Microarray data on psoriatic gene expression were obtained from the Genetic Association Information Network (GAIN) Database [10, 45], available through the NCBI database of Genotypes and Phenotypes (dbGaP). These experiments describe tissue samples from 71 individuals, of which 34 were healthy controls (NN) and 37 patients affected by chronic plaque psoriasis. Paired samples from lesional (PP) and non-lesional (PN) tissues were extracted and gene expression was measured by microarray experiments on the Affymetrix HU133 Plus 2.0 platform. Raw data were normalized using quantile normalization and expression estimates were computed using the Robust Multichip Average (RMA) method .
Analyses performed on the above gene expression dataset were validated through comparison with gene expression datasets GSE14905 and GSE13355 from the ArrayExpress database . The first study consisted of 21 biopsies from healthy donors and 26 paired non-lesional and lesional plaque type psoriatic patients  and the second dataset comprised 64 normal samples and 58 psoriatic tissues [10, 18]. Both studies were conducted on hgu133plus2 Affymetrix chips.
Differential expression analysis
In order to define a ‘core’ dataset of differentially expressed genes in the psoriatic phenotypes examined, pairwise comparisons between 34 normal (NN) and 37 lesional (PP) and non-lesional (PN) gene expression vectors were performed. The differential expression between pairs of samples (PP vs. NN, PN vs. NN, PP vs. PN) was assessed using GenePattern . Significance scores were assigned to each probe (p-value < 0.05), multiple hypothesis testing was applied with FDR < 0.05 to reduce the false positives and the top ranked 5000 probes were extracted for each pair of samples. Of those, the set with the most common expression alteration among the three pairwise comparisons was selected. Probes that mapped to the same gene were averaged and the average intensity across all corresponding genes was used. A core set of 228 probes common to all three pairwise comparisons was established. Of these, a total number of 206 unique known genes were derived yielding 130 up-regulated and 76 down-regulated genes (Additional file 1: Table S1).

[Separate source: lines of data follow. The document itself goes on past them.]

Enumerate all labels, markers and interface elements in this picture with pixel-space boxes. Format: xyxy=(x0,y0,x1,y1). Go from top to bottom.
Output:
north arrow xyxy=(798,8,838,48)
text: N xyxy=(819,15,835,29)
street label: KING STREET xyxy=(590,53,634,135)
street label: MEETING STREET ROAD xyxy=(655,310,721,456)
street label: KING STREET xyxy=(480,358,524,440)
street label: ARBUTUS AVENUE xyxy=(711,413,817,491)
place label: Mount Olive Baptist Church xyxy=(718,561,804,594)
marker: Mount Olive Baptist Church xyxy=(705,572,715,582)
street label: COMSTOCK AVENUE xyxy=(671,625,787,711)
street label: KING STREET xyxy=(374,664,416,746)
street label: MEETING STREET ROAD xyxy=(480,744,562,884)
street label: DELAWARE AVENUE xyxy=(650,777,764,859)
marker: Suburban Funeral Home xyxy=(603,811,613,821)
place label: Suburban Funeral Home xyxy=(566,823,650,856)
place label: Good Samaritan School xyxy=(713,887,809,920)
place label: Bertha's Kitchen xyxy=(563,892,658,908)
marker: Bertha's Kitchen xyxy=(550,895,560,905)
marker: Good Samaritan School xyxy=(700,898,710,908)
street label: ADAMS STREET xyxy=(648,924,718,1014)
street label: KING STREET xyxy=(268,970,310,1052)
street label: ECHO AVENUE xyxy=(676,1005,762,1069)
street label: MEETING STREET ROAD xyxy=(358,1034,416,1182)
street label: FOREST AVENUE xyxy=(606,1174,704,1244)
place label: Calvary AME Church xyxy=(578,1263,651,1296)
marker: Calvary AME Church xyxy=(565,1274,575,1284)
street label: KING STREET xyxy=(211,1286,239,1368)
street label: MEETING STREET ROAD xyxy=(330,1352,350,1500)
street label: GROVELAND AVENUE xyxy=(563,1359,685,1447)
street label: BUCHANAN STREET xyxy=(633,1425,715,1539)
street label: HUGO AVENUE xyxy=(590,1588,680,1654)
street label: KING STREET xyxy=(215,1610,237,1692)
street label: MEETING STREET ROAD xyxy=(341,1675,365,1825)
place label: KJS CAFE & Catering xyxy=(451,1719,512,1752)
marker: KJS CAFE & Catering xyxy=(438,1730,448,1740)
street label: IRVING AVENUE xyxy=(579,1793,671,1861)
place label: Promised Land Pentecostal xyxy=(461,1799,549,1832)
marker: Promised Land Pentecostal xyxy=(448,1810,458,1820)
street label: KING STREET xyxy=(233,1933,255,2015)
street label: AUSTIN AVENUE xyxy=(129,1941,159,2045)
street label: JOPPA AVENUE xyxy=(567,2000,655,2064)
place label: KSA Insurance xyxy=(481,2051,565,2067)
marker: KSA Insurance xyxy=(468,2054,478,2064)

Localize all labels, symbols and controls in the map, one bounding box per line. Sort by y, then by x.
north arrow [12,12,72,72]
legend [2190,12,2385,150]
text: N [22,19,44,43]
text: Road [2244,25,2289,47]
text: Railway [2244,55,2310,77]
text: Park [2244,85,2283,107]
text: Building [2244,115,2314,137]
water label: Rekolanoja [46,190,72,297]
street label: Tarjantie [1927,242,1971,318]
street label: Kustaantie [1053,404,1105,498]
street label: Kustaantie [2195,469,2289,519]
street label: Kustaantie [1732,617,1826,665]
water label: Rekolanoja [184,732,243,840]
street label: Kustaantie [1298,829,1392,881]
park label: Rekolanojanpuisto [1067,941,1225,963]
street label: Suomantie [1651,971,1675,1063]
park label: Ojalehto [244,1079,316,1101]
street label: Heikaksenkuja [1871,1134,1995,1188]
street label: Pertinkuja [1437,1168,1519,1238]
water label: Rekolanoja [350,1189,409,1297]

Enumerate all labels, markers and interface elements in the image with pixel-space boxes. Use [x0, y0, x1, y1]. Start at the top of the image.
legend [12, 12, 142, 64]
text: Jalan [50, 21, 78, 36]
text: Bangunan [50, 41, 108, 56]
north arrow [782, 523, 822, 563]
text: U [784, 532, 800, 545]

Hierarchical clustering and principal component analysis (PCA) were implemented to identify distinct patterns of gene expression within the ‘core‘206 differentially expressed genes. The PCA procedure was implemented as part of the PCA package in R (http://www.r-project.org). Unsupervised hierarchical clustering heat-maps were generated in R based on Euclidean distance. Z-scores were calculated from the level of normalized expressions of 206 genes according to the mean and standard deviation of a reference set (control samples, NN).
Decision tree classification model
An ensemble of decision trees model was built according to the random forest (RF) classifier using a deterministic algorithm (Classification and Regression Tree Algorithm, CART) . Given a gene expression matrix, a RF classifier was constructed to classify tissue samples into relevant disease classes (NN, PN, PP) based on gene expression measurements (variables). Details on the classification strategy are given in Supplementary Methods and a small example of the classification process is shown in Supplementary Information (Additional file 12: Figure S7). Variable importance measures were implemented through mean decrease in accuracy and the Gini Index (GI) , to find the genes that best discriminate between the different disease phenotypes. Both measures were tested and have been found to correlate well (Additional file 13: Figure S8). The Gini Index was adopted to express the relative effects of gene predictors in determining the relevant disease classes. To estimate the empirical p-value for GI, 1000 permutations of the tissue samples were implemented and the importance values were recalculated for the permuted data set. The maximum Gini Index over all the genes in every permutation was recorded and thereby an empirical distribution of the maximum importance was estimated, as in similar analyses [49, 50].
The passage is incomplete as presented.